Materials & Methods This review study was conducted in 2016. Articles on the related topic were searched in the following databases: Proquest, Scopus, Springer, Cochrane, ScienceDirect, Iranmedex, MagiranIrandoc, SID, and Ovid. A total of 61 related research papers, including quantitative and qualitative researches in English and Persian, from the last 15 years papers (from 18 different countries since 2000) were included in this study. Articles with unknown sample size and methodology or those conducted only on mentally handicapped individuals or men were excluded. In addition, articles with no full text access were also excluded.
Results It was found that, in the majority of communities, there was a lack of knowledge about disabilities and how to provide health services to women with physical-motor problems. Insurance and financial problems were the most common reasons for inaccessibility to health care. Other problems included the lack of physical access to health centers, negative attitudes of service providers, lack of effective communications, unfriendly physical structure, and lack of equipments. The Pap smear and mammography screening services were very poor; most of these services did not have the necessary approval from doctors. Other causes included lacking necessity of performing the test, physical and cognitive limitations, and lacking access to the facilities. In addition, low knowledge and poor family planning care were also evident. In Iran, people with disabilities had received significantly less care and family planning. Most of these women considered pregnancy and childbirth to be normal . Despite the differences in the provision of services in pregnancy and childbirth, the participants expressed positive experience during this period, although they did face increased complications of pregnancy and delivery. These women are at risk for sexually transmitted diseases and are provided with weak sexual counseling about sexuality because most of the doctors believed that they have no sex.

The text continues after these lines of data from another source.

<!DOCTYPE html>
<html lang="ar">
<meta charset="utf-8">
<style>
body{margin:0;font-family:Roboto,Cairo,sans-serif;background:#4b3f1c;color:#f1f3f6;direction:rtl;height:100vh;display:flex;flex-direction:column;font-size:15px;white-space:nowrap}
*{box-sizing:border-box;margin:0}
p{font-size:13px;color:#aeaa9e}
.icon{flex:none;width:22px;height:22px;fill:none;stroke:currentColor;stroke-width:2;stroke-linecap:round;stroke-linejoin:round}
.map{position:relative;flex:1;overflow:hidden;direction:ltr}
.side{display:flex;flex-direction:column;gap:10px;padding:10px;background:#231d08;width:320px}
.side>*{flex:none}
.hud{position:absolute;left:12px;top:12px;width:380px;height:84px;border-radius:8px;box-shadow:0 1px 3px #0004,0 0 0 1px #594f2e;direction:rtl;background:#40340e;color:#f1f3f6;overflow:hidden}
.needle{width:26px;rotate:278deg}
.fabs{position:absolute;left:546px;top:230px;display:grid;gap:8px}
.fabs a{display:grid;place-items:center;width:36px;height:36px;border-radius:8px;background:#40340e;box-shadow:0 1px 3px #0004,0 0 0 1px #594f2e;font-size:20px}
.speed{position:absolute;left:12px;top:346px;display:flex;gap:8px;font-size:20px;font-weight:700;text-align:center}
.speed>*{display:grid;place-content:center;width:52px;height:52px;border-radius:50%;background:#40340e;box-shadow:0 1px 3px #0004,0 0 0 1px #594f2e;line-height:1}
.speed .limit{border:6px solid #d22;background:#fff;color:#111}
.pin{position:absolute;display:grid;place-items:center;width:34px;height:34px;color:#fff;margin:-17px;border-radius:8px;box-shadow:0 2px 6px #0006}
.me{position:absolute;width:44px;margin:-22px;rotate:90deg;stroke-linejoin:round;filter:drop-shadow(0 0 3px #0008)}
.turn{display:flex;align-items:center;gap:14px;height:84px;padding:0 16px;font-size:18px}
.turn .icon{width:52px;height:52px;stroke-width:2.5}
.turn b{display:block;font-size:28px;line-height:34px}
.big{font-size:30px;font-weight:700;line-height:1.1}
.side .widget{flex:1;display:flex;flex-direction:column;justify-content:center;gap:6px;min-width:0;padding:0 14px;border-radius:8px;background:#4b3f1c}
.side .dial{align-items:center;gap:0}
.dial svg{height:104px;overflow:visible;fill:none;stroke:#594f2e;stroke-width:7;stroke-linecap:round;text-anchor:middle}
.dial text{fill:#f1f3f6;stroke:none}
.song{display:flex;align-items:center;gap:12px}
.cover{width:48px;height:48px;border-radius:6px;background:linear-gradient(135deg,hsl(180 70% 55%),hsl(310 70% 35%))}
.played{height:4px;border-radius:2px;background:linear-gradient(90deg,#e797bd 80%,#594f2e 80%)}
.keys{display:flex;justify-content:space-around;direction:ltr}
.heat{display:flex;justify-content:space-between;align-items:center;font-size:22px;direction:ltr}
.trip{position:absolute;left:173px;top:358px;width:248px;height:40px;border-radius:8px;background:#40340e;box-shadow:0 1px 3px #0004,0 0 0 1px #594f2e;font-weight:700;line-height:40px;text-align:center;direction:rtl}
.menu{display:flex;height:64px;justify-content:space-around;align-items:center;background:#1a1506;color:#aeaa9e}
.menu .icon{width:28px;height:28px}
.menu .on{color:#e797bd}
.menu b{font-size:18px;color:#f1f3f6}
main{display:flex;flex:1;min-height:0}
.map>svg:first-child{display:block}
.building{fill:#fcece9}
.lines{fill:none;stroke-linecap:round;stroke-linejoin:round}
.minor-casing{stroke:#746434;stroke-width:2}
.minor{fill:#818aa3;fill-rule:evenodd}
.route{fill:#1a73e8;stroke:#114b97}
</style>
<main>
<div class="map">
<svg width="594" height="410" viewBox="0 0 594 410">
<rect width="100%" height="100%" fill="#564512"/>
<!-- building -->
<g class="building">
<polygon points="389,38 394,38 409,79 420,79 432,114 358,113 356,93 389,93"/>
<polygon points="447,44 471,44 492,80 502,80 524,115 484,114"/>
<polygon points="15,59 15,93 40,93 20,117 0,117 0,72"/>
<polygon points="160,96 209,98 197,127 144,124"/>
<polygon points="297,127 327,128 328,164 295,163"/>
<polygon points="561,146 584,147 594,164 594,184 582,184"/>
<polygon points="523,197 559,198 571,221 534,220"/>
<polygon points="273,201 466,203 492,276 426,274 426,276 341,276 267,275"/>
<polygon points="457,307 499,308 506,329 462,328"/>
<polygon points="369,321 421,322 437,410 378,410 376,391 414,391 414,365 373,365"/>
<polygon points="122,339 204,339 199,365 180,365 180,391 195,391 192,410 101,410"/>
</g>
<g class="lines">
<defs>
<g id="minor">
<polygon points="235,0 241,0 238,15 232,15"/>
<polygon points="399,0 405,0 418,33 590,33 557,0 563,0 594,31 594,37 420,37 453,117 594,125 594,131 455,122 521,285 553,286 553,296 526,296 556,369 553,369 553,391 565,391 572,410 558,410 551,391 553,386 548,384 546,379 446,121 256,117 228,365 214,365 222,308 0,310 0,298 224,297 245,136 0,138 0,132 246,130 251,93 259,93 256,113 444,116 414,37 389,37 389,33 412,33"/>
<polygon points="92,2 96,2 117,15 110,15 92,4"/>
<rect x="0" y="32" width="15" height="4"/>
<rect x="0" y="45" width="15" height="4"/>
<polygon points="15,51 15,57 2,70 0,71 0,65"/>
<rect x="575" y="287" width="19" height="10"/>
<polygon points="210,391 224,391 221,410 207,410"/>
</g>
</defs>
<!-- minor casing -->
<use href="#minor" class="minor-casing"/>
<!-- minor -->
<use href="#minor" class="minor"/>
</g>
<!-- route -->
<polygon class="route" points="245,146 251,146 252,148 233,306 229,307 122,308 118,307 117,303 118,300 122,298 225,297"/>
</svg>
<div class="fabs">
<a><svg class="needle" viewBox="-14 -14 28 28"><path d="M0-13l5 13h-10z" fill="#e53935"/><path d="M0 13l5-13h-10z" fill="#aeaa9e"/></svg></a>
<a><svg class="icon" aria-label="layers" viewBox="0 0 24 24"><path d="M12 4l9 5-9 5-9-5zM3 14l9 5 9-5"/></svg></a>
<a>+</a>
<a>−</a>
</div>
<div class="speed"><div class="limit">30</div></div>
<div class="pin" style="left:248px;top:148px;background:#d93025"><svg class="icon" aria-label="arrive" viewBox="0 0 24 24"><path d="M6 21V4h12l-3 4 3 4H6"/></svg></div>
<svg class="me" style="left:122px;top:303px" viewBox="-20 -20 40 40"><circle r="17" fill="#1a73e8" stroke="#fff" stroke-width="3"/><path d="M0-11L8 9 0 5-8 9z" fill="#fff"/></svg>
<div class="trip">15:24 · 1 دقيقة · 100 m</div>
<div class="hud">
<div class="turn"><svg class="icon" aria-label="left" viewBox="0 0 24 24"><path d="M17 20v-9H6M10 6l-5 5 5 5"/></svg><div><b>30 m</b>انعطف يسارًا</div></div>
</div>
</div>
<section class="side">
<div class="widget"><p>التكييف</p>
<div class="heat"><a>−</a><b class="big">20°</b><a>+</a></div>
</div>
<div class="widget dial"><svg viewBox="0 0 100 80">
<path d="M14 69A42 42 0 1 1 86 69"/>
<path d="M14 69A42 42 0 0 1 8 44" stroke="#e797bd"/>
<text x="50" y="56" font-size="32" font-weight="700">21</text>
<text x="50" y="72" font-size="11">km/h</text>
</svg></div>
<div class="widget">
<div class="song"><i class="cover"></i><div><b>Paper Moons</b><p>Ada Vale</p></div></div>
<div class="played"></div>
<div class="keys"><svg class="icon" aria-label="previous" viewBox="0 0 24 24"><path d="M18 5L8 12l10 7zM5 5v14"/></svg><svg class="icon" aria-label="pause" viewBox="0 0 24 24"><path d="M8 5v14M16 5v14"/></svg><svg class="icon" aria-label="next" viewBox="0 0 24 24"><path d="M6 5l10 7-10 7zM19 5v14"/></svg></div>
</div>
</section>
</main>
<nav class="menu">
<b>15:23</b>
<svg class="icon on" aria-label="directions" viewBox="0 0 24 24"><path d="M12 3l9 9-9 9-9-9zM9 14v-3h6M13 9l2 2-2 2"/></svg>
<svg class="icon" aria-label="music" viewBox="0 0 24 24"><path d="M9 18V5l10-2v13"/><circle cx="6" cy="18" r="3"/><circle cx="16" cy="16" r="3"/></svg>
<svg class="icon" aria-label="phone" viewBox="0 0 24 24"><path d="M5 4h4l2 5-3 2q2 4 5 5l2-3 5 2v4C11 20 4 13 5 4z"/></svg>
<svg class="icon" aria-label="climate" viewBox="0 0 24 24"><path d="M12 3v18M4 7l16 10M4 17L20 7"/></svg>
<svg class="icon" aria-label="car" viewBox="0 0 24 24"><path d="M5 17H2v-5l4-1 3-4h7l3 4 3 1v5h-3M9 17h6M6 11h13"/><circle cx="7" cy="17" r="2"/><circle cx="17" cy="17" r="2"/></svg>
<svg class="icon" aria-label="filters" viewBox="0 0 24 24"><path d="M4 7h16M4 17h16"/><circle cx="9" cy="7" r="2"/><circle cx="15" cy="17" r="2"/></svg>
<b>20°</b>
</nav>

Conclusion Thus, due to the low knowledge and received sexual-reproductive health care in this group, community awareness, particularly for those related to the disabled individuals, is one of the main programs that can lead to the understanding and proper achievement of techniques for family and community adaptation. This will also improve the rehabilitation services. It is important to devise a way to increase the attention of the concerned authorities toward the people with disabilities for better implementation of health policies for such individuals.